First, the first solution preparation step is one or more of 1,6-hexanediol 15 to 25% by weight, 1,4-butanediol 10 to 20% by weight, acetone, ethyl acetate, and methyl ethyl ketone based on the total weight of the first solution. This is a process of preparing a first solution by mixing 60 to 75% by weight of a solvent which is a mixture of two. Here, 1,6-hexanediol (1,6-Hexanediol) and 1,4-butanediol (1,4-butandiol) are polyester-based polyols, which are the main materials of the adhesive, and are bonded with isocyanates to be described later to represent adhesive components. In addition, 1,6-hexanediol is a higher alcohol having a hydroxyl group at both ends, and this functional group is very suitable for use in adhesives because its chemical reactivity is very fast. At this time, acetone, ethyl acetate, and methyl ethyl ketone are preferable to be used as a solvent for preparing an adhesive because they play a role as an organic solvent and are less harmful to the human body than other industrially used solvents.

Next, the second solution preparation step is from 85 to 90% by weight of the first solution, 5 to 10% by weight of toluene diisocyanate, and 0.1 to dibutyl tin dilaurate, based on the total weight of the second solution. This is a process of preparing a second solution by mixing 5% by weight. Here, toluene diisocyanate has an isocyanate group (NCO-) at the terminal, so it is mixed and polymerized with polyester-based polyols in the primary solution, so that it has adhesive strength.Dibutyltindyaurate is a reaction catalyst, polyester-based It plays a role as a catalyst that accelerates the reaction between polyol and toluene diisocyanate and accelerates the speed of completion of the adhesive.

Finally, the adhesive completion step is a process of completing the adhesive by mixing 65 to 80% by weight of the second solution and 20 to 35% by weight of the adhesive auxiliary agent at 20 to 30°C for 20 to 60 hours based on the total weight of the adhesive.

Here, the adhesion aid is a highly viscous material and can improve adhesion and spreadability, and a specific manufacturing method will be described later.

The adhesive prepared in this way plays a role of strongly maintaining the adhesion of each layer of the hologram mirror 20, and at the same time, it can also improve the durability of the hologram mirror 20, and has excellent resistance to heat. Even when heat is released, it is not affected by it and can maintain adhesion.
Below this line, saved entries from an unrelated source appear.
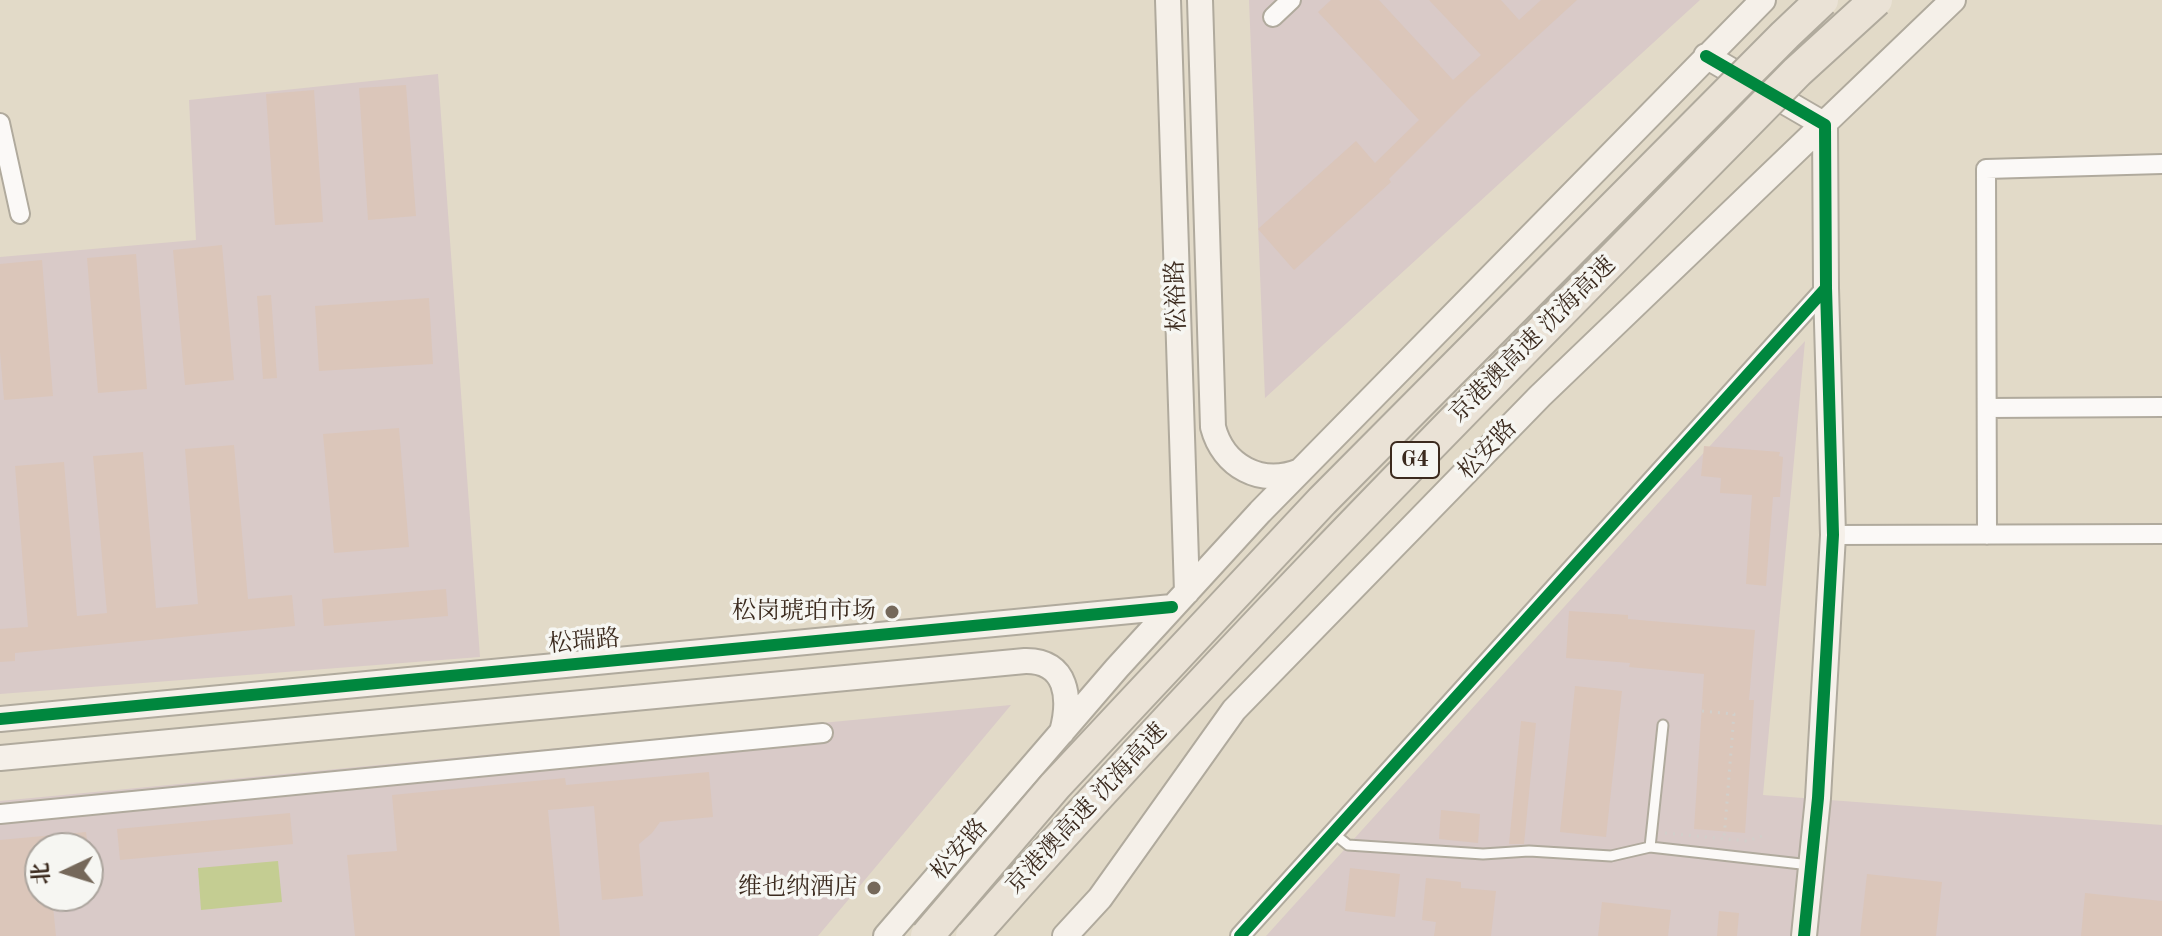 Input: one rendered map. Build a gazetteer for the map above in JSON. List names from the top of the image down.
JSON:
{
  "streets": {
    "highway": ["京港澳高速 沈海高速", "G4"],
    "street": ["松裕路", "松安路", "松瑞路"]
  },
  "crossings": [
    ["松裕路", "松安路"],
    ["松裕路", "松瑞路"],
    ["松安路", "松瑞路"]
  ],
  "places": ["松岗琥珀市场", "维也纳酒店"],
  "north": "left"
} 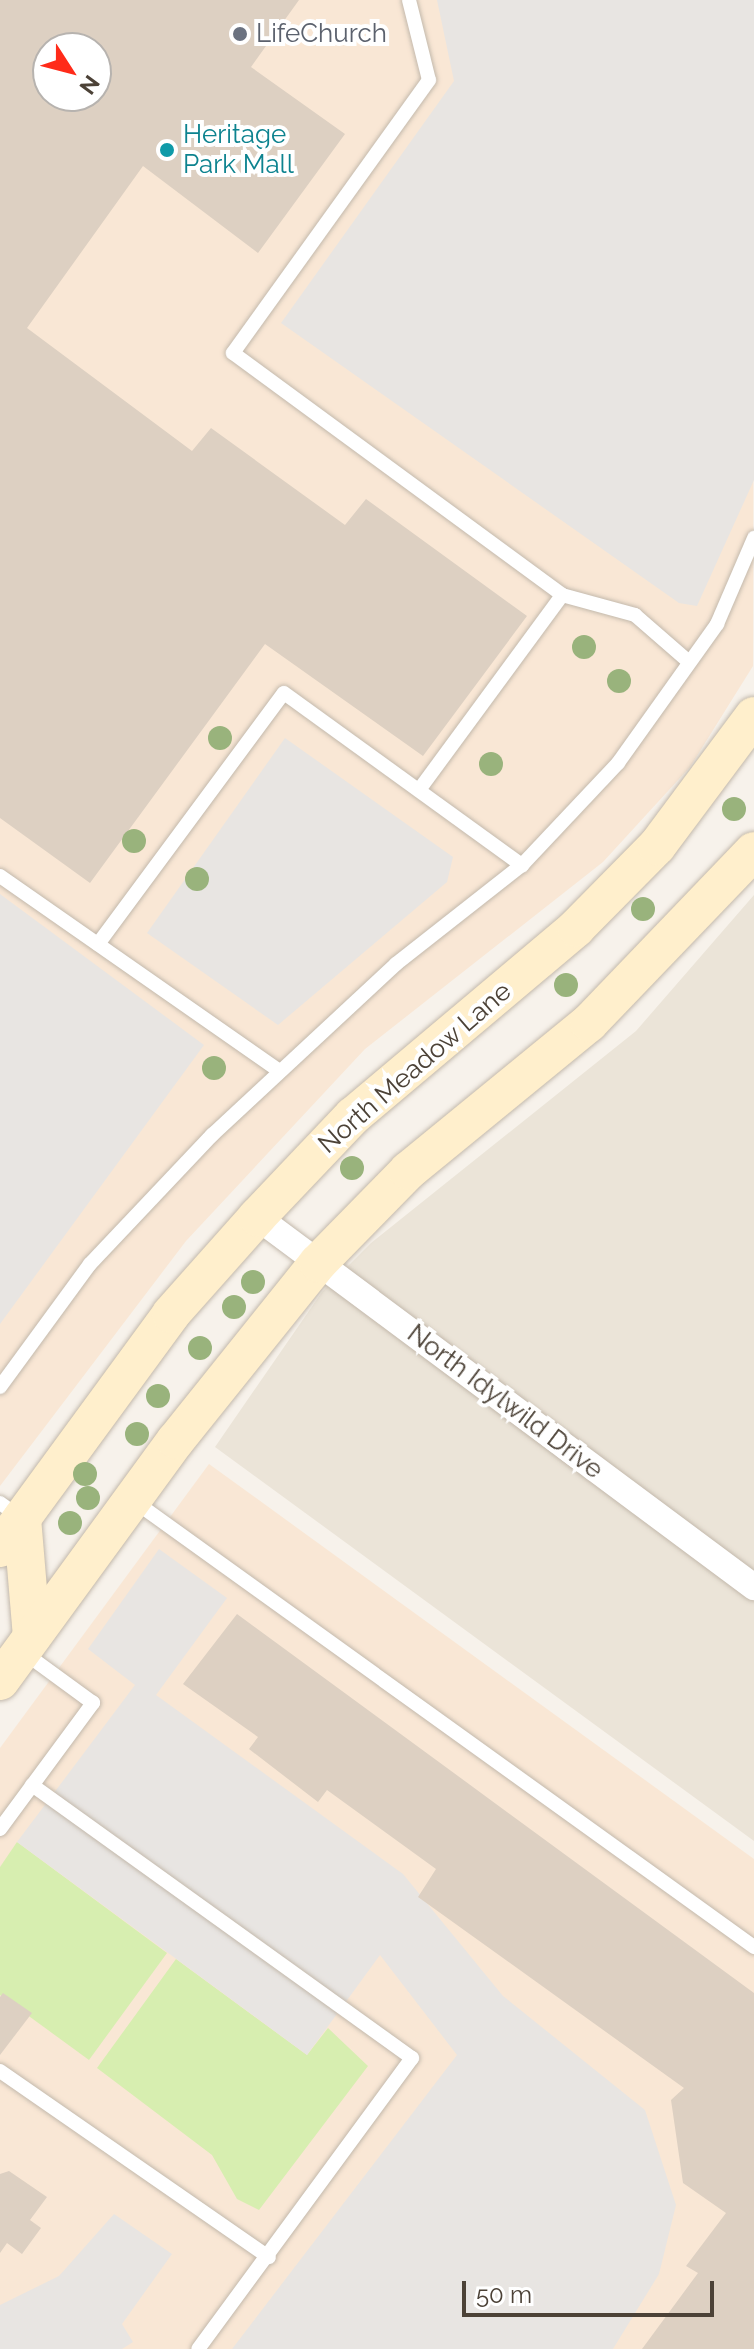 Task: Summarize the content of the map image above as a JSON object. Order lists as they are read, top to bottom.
{
  "streets": {
    "street": ["North Meadow Lane", "North Idylwild Drive"]
  },
  "crossings": [
    ["North Meadow Lane", "North Idylwild Drive"]
  ],
  "places": ["LifeChurch", "Heritage Park Mall"],
  "scale_bar": "50 m",
  "north": "bottom right"
}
In this case, the manufacturing method of the adhesion aid may be manufactured through a first material manufacturing step, a second material manufacturing step, a third material manufacturing step, and an adhesion aid completion step.

First, the primary material preparation step is a primary material by mixing 70 to 85% by weight of water, 1 to 10% by weight of PVA, 0.05 to 0.5% by weight of glycerin, and 5 to 20% by weight of sodium siemsi based on the total weight of the primary material. It is the process of manufacturing.
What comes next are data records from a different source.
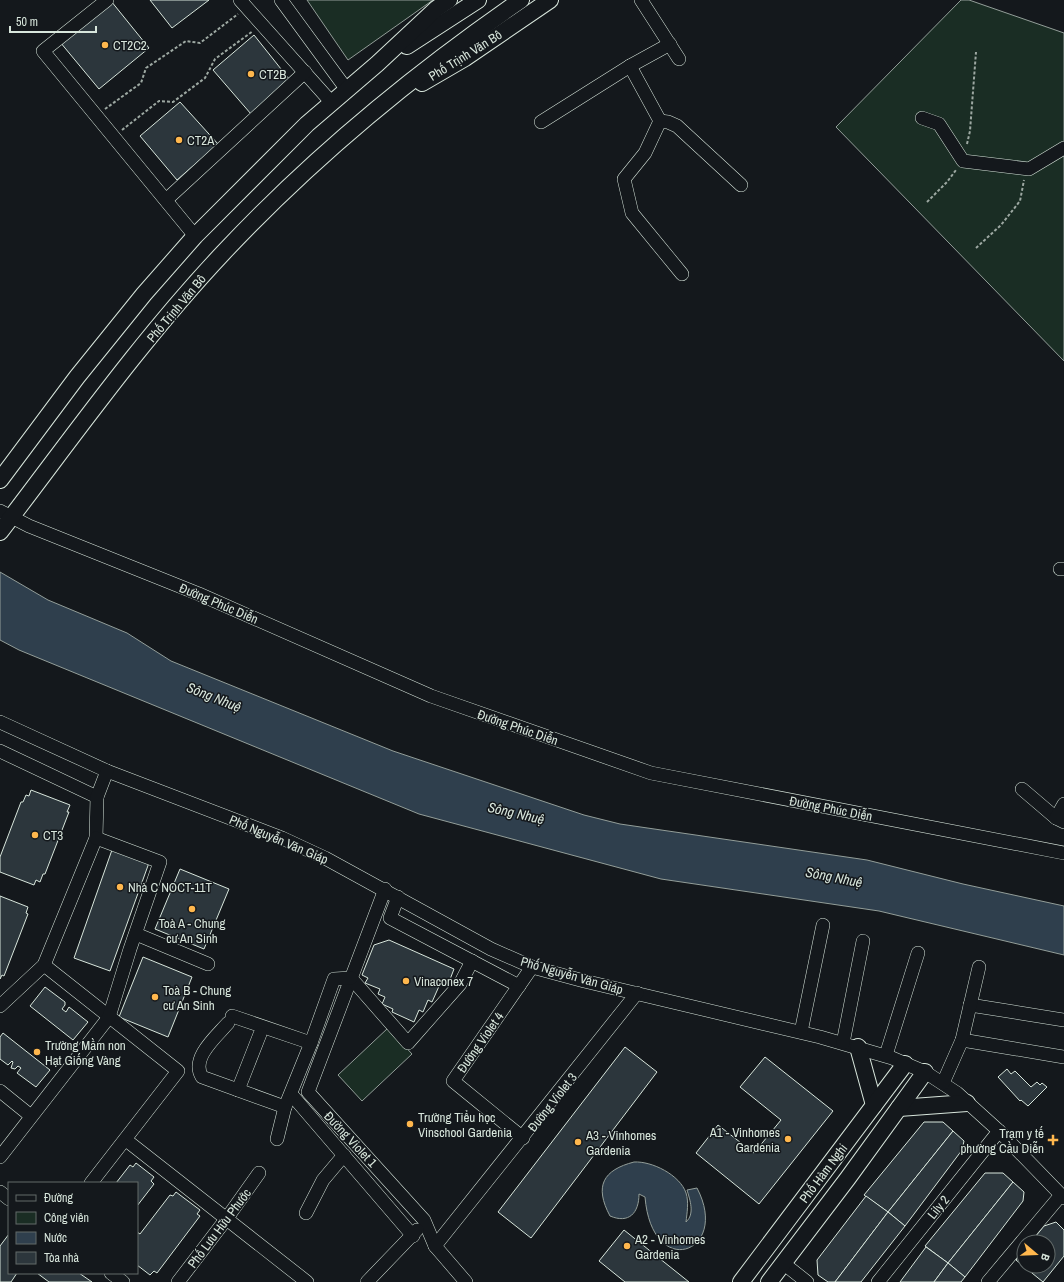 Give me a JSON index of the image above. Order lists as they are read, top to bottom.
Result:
{
  "streets": {
    "main road": ["Phố Trịnh Văn Bô", "Phố Hàm Nghi"],
    "street": [
      "Đường Phúc Diễn",
      "Phố Nguyễn Văn Giáp",
      "Đường Violet 4",
      "Đường Violet 3",
      "Đường Violet 1",
      "Lily 2",
      "Phố Lưu Hữu Phước"
    ]
  },
  "crossings": [
    ["Phố Trịnh Văn Bô", "Đường Phúc Diễn"],
    ["Phố Nguyễn Văn Giáp", "Đường Violet 4"],
    ["Phố Nguyễn Văn Giáp", "Đường Violet 3"],
    ["Phố Nguyễn Văn Giáp", "Phố Hàm Nghi"],
    ["Phố Nguyễn Văn Giáp", "Lily 2"],
    ["Đường Violet 4", "Đường Violet 3"],
    ["Đường Violet 3", "Đường Violet 1"]
  ],
  "water": ["Sông Nhuệ"],
  "places": {
    "other": [
      "CT2C2",
      "CT2B",
      "CT2A",
      "CT3",
      "Nhà C NOCT-11T",
      "Toà A - Chung cư An Sinh",
      "Vinaconex 7",
      "Toà B - Chung cư An Sinh",
      "Trường Mầm non Hạt Giống Vàng",
      "Trường Tiểu học Vinschool Gardenia",
      "A1 - Vinhomes Gardenia",
      "A3 - Vinhomes Gardenia",
      "A2 - Vinhomes Gardenia"
    ],
    "health": ["Trạm y tế phường Cầu Diễn"]
  },
  "legend": [
    "Đường",
    "Công viên",
    "Nước",
    "Tòa nhà"
  ],
  "scale_bar": "50 m",
  "north": "right"
}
Here, water plays a role as a solvent, and glycerin is a material that is generally used for lubrication and can improve application properties. In addition, sodium siemsi (Na-CMC) serves as a thickener that can increase viscosity, and polyvinyl alcohol (PVA) is a silica-based material and can provide a function of improving adhesion.

Next, the secondary material manufacturing step is a secondary material by mixing 55 to 70% by weight of ethanol, 25 to 40% by weight of polybutene, 0.05 to 1% by weight of histoacrylic, and 0.1 to 5% by weight of preservative, based on the total weight of the secondary material. It is the process of manufacturing a substance.

Here, ethanol serves as a solvent, and cyanoacrylate-based materials, histoacryl and polybutene, were added to impart elasticity. In addition, OIT (octylisothiazolone) can be used as a preservative that can prevent mold and bacteria and improve the shelf life of the adhesion aid.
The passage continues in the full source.